Philosophers say things like: "Asserting 'There is no conclusive proof that Smith is a plagiarist' implicates that there is a genuine possibility of Smith's being a plagiarist." (And yet taken literally "There is no conclusive proof that Smith is a plagiarist" is true even if no one ever suspected Smith of plagiarism.) However what one implicates not only has propositional content, but also illocutionary force, and both both the content and the force are implicated. So if we want to be more explicit, we should say something like: "Asserting 'There is no conclusive proof that Smith is a plagiarist' implicates the suggestion (or insinuation or even assertion) that there is a genuine possibility of Smith's being a plagiarist." Which of the forces--suggestion, insinuation or assertion--is the right one to choose is going to be a hard question to determine. Maybe there is vagueness (ugh!) here. In any case, we don't just implicate propositions--we implicate whole speech acts. A question can implicate an assertion and an assertion a question ("It would be really nice if you would tell me whether...").
I used to wonder whether the moral rules governing lying (which I think are very simple, namely that it is always wrong to lie, but I won't be assuming that) extend to false implicature. I now realize that the question is somewhat ill-formed. The moral rules governing lying are tied specifically to assertions, not to requests or commands. One can implicate an assertion, but one can also implicate other kinds of speech acts, and it only makes sense to ask whether the moral rules governing lying extend to false implicature when what is implicated is an assertion or assertion-like.
And I now think there is a very simple answer to the question. The moral rules governing lying do directly extend to implicated assertions. But just as these moral rules do not directly extend to other assertion-like explicit speech acts, such as musing, so too they do not directly extend to other assertion-like implicated speech acts, such as suggesting. The rules governing an implicated suggestion are different from the rules governing an explicit assertion not because the implicated suggestion is implicated, but because the implicate suggestion is a suggestion. If it were an explicit suggestion, it would be governed by the same rules.

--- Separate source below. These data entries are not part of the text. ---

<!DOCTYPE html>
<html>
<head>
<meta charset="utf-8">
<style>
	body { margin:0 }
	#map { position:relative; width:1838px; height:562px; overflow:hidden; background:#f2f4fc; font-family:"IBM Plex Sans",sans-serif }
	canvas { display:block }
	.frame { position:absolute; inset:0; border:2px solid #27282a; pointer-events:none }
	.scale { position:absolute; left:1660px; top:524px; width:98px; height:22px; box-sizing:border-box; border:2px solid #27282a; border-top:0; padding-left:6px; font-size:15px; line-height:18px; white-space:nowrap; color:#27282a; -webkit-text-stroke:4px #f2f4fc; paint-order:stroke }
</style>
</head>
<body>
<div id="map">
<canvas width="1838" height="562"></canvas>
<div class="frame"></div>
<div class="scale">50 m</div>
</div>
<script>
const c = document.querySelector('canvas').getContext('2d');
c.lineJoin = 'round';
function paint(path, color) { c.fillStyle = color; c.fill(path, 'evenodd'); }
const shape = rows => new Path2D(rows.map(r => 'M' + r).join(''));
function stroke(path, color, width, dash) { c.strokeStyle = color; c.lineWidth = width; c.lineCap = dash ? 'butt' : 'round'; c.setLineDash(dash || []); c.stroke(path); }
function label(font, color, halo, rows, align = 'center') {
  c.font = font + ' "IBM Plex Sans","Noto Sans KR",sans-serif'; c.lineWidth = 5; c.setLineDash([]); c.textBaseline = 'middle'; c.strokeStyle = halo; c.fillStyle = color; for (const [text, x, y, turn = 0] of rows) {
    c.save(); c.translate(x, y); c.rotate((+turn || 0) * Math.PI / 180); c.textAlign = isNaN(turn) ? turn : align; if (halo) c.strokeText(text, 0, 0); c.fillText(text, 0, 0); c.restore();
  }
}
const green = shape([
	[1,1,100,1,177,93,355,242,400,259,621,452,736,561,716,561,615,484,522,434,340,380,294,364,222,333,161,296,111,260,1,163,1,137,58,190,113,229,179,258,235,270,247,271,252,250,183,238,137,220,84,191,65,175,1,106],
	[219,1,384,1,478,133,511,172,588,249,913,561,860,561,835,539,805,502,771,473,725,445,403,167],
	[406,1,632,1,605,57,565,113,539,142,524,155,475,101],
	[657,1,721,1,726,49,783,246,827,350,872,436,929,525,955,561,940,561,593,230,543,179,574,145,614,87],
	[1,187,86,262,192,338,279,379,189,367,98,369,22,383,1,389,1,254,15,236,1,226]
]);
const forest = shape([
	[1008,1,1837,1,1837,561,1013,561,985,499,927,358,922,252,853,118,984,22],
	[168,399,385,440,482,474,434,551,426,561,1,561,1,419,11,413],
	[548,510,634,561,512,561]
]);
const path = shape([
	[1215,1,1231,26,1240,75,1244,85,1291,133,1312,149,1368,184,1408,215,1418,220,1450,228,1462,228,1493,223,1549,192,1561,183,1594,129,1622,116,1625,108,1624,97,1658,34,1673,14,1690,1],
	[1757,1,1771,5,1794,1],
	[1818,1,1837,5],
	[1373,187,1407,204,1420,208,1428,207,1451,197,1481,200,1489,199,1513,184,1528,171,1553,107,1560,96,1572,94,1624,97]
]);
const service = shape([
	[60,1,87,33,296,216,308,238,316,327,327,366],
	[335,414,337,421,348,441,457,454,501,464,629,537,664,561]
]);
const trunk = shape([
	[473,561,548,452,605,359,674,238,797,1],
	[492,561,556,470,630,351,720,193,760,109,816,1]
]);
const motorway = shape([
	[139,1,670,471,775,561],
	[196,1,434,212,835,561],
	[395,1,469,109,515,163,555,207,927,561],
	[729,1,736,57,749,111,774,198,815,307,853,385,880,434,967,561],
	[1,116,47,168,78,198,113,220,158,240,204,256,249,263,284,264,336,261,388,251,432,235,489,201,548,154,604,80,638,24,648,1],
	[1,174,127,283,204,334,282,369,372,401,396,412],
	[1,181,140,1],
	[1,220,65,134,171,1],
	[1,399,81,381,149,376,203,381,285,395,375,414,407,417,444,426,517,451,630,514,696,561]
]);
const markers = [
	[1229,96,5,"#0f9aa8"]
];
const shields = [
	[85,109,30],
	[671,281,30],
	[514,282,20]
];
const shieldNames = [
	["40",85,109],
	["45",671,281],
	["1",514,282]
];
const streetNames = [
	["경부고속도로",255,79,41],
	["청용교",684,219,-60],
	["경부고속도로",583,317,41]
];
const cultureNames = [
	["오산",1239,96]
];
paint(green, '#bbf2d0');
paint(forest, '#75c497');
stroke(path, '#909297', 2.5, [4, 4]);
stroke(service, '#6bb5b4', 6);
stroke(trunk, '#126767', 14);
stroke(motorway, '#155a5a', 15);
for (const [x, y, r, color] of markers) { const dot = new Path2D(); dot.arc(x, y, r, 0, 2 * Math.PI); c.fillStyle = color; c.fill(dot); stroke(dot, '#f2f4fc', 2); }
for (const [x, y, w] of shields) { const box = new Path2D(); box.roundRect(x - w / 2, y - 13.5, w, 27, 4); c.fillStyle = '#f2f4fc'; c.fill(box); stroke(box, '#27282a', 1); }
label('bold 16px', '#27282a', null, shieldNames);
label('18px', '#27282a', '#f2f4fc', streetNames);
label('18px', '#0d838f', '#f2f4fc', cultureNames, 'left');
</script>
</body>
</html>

That said, there are certain speech acts which are more commonly implicated than made explicitly--suggestion is an example--and there may even be speech acts, like insinuation (Jon Kvanvig has impressed on me the problematic nature of "I insinuate that...") that don't get to be performed explicitly (though I don't know that they can't be; even "I insinuate that..." might turn out to be a very subtle kind of insinuation in some weird context).
I think the distinction between the explicit speech act and the implicated speech act does not mark a real joint in nature. The real joint in nature is not between, say, explicit and implicated assertion, but between, say, assertion and suggestion (regardless of which, if any, is explicit or implicated). Fundamental philosophy of communication does not, I think, need the distinction between the explicit speech act and the implicated speech act. That distinction is for the linguists--it concerns the mechanics of communication (just as the distinction between written and spoken English, or between French and German) rather than its fundamental nature.